_Task objective_. Write out again, please, the records below from the first line to the line holding "display:grid; place-items:center; width:55px;", inclusive, and nothing else.

_Given records_.
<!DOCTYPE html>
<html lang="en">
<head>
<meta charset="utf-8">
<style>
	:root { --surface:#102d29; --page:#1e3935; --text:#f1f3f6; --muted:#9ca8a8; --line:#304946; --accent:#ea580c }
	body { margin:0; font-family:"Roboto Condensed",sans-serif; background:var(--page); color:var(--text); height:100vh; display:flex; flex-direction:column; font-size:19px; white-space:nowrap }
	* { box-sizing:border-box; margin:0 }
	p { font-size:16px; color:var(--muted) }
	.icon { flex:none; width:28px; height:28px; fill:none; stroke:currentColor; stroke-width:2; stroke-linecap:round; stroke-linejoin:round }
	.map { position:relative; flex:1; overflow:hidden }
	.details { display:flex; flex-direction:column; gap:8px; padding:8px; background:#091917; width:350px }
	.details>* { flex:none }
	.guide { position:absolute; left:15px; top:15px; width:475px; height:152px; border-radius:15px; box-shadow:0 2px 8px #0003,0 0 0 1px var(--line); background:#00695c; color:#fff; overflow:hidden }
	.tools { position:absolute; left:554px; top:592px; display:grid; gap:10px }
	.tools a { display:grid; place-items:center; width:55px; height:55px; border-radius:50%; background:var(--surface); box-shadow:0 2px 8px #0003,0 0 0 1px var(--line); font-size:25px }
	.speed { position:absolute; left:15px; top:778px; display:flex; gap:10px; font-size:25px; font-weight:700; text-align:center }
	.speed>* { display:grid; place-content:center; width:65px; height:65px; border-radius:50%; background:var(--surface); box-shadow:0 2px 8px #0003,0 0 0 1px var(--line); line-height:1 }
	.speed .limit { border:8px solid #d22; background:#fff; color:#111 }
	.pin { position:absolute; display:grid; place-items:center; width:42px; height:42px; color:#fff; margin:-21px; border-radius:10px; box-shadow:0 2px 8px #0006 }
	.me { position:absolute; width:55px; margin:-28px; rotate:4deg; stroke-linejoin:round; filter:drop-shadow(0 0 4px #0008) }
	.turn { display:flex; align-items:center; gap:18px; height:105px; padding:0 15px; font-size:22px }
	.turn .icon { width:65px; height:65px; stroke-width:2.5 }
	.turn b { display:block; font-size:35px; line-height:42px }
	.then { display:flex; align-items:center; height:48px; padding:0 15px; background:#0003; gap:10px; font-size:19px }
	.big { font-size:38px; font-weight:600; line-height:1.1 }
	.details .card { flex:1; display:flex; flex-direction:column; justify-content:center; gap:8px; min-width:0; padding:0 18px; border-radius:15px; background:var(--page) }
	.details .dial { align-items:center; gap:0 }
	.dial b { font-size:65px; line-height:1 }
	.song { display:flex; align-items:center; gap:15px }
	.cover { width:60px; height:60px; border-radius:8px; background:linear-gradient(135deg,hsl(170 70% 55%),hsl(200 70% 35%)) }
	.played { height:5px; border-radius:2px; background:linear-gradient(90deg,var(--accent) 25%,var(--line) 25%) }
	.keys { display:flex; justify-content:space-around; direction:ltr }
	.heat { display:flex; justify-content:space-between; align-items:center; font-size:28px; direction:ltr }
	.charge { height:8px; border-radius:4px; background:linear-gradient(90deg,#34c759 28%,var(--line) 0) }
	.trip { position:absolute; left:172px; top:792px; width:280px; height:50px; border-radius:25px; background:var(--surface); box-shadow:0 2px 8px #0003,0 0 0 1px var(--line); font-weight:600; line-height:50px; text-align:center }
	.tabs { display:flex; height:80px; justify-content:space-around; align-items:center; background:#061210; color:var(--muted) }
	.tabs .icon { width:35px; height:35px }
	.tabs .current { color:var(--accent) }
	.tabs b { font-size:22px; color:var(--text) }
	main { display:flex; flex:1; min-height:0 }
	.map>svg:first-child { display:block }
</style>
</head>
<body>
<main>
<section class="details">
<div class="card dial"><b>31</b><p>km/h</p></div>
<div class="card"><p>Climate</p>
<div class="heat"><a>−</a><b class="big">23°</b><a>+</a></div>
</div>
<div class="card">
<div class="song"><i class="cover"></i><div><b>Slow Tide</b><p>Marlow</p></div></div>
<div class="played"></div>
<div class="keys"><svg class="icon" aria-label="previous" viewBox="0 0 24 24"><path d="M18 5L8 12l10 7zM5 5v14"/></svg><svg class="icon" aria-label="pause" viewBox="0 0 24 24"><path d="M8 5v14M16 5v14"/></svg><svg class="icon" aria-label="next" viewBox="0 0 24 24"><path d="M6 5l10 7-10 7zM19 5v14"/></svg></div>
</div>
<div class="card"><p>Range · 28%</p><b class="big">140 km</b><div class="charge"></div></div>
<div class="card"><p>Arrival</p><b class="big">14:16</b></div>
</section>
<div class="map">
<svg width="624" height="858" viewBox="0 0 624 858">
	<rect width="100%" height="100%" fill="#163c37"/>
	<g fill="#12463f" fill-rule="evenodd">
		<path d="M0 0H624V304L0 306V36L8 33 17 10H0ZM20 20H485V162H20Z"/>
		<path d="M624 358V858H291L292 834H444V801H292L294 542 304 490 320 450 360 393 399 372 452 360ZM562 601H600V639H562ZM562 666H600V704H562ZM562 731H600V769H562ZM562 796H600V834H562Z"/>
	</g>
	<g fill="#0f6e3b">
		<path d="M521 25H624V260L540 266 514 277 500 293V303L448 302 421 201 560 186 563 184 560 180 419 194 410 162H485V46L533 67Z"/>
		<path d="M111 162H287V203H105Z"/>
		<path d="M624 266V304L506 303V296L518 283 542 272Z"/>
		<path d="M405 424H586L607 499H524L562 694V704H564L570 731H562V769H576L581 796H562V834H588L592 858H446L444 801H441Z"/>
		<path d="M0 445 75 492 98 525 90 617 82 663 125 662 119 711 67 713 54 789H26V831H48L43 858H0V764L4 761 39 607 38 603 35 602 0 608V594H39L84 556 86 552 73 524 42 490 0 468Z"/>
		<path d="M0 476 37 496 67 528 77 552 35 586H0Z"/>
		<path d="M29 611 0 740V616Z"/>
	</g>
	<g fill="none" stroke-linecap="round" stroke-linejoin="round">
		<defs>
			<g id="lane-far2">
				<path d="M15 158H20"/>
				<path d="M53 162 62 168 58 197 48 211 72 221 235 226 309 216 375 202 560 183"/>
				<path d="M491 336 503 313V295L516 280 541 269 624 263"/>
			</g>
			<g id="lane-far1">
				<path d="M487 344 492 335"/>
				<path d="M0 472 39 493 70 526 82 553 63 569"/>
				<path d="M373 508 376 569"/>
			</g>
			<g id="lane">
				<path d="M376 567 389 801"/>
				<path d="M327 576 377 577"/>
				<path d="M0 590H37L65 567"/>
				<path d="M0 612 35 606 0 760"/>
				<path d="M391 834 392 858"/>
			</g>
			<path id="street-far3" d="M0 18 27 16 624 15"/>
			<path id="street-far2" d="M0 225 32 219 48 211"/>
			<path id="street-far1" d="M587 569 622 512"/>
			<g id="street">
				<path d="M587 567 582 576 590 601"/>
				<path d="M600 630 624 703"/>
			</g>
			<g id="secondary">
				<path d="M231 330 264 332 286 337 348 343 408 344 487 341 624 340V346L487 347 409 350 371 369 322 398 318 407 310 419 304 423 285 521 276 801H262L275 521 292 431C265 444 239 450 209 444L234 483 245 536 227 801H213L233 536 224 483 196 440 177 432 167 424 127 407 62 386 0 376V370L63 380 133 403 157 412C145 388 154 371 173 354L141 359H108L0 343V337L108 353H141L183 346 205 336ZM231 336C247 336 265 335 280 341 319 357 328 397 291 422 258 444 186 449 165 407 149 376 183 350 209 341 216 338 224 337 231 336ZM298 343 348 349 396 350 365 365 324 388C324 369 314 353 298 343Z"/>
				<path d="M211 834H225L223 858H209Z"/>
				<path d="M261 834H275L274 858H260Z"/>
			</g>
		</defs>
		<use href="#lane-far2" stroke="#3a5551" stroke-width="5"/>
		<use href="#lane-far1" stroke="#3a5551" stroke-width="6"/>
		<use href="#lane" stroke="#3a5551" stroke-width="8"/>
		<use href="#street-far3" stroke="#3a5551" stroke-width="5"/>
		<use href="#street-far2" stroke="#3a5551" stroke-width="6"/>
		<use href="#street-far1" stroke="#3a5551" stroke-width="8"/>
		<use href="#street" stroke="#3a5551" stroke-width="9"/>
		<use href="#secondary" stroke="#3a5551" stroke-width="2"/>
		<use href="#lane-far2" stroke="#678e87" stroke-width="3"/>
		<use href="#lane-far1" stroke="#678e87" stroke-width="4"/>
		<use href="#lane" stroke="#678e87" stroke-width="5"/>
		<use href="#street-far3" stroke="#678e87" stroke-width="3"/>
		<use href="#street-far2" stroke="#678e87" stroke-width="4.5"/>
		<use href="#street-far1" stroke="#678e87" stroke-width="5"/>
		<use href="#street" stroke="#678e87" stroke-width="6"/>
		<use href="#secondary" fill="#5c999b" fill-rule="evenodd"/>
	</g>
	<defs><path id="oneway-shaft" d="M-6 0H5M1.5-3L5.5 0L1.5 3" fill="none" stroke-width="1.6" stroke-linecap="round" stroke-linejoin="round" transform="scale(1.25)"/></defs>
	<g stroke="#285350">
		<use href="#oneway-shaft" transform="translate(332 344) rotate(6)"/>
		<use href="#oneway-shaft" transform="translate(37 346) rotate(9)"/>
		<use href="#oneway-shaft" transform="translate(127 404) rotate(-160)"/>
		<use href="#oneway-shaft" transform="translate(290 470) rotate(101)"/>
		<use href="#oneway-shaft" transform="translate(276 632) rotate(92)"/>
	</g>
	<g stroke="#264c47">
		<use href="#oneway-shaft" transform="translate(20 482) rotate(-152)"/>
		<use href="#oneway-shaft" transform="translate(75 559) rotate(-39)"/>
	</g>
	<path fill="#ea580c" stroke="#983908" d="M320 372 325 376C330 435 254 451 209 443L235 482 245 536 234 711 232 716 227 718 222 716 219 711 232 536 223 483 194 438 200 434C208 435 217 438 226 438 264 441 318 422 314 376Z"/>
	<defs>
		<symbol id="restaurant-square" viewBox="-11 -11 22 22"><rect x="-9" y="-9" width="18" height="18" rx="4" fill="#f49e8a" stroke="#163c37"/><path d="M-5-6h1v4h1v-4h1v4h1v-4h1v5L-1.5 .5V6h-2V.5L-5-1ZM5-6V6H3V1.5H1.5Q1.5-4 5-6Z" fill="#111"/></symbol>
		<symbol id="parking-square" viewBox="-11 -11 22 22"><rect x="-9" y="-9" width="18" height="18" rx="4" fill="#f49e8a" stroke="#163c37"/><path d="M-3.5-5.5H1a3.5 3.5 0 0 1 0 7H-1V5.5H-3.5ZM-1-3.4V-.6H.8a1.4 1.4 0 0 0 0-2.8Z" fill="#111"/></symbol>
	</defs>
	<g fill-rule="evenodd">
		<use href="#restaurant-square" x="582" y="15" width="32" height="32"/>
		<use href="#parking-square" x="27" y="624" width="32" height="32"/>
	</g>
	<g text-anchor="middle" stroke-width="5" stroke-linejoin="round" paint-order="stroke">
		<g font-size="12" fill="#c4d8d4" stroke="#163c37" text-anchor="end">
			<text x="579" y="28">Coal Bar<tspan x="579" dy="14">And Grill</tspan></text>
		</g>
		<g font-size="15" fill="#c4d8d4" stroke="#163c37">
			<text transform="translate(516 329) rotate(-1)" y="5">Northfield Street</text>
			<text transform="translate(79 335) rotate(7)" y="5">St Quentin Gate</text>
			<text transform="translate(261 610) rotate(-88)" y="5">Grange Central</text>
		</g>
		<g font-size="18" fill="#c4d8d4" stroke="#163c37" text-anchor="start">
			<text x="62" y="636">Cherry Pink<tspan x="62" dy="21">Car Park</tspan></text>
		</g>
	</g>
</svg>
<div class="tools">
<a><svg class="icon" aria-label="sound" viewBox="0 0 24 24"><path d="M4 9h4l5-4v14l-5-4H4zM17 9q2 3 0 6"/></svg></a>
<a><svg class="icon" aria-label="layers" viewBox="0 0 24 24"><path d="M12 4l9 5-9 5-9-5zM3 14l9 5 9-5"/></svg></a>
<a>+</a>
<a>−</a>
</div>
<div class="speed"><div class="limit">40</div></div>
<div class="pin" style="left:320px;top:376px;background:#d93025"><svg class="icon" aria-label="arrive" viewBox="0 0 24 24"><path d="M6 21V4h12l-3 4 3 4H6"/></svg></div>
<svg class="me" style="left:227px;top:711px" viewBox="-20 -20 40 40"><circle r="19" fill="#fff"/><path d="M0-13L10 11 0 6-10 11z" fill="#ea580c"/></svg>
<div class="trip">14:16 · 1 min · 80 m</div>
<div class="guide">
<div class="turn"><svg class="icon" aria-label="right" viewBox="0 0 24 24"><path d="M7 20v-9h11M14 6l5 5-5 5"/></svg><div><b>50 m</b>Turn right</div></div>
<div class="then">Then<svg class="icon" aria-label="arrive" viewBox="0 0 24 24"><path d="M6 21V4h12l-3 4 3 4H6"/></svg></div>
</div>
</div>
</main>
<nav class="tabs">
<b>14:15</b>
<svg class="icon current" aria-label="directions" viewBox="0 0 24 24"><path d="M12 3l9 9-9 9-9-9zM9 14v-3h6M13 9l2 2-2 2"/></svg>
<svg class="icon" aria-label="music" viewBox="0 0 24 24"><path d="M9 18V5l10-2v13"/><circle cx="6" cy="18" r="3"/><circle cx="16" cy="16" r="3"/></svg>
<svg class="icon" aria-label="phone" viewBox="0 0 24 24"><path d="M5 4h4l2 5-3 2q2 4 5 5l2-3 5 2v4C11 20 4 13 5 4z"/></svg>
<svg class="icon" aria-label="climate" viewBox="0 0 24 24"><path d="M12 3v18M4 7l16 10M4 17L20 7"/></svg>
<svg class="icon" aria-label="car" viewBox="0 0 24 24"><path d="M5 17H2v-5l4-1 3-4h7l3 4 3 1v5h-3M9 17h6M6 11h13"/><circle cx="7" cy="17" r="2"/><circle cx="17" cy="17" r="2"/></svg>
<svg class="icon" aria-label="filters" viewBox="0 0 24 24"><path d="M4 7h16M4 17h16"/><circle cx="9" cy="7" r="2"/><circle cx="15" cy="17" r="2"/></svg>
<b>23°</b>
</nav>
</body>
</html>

_Worked solution_.
<!DOCTYPE html>
<html lang="en">
<head>
<meta charset="utf-8">
<style>
	:root { --surface:#102d29; --page:#1e3935; --text:#f1f3f6; --muted:#9ca8a8; --line:#304946; --accent:#ea580c }
	body { margin:0; font-family:"Roboto Condensed",sans-serif; background:var(--page); color:var(--text); height:100vh; display:flex; flex-direction:column; font-size:19px; white-space:nowrap }
	* { box-sizing:border-box; margin:0 }
	p { font-size:16px; color:var(--muted) }
	.icon { flex:none; width:28px; height:28px; fill:none; stroke:currentColor; stroke-width:2; stroke-linecap:round; stroke-linejoin:round }
	.map { position:relative; flex:1; overflow:hidden }
	.details { display:flex; flex-direction:column; gap:8px; padding:8px; background:#091917; width:350px }
	.details>* { flex:none }
	.guide { position:absolute; left:15px; top:15px; width:475px; height:152px; border-radius:15px; box-shadow:0 2px 8px #0003,0 0 0 1px var(--line); background:#00695c; color:#fff; overflow:hidden }
	.tools { position:absolute; left:554px; top:592px; display:grid; gap:10px }
	.tools a { display:grid; place-items:center; width:55px; height:55px; border-radius:50%; background:var(--surface); box-shadow:0 2px 8px #0003,0 0 0 1px var(--line); font-size:25px }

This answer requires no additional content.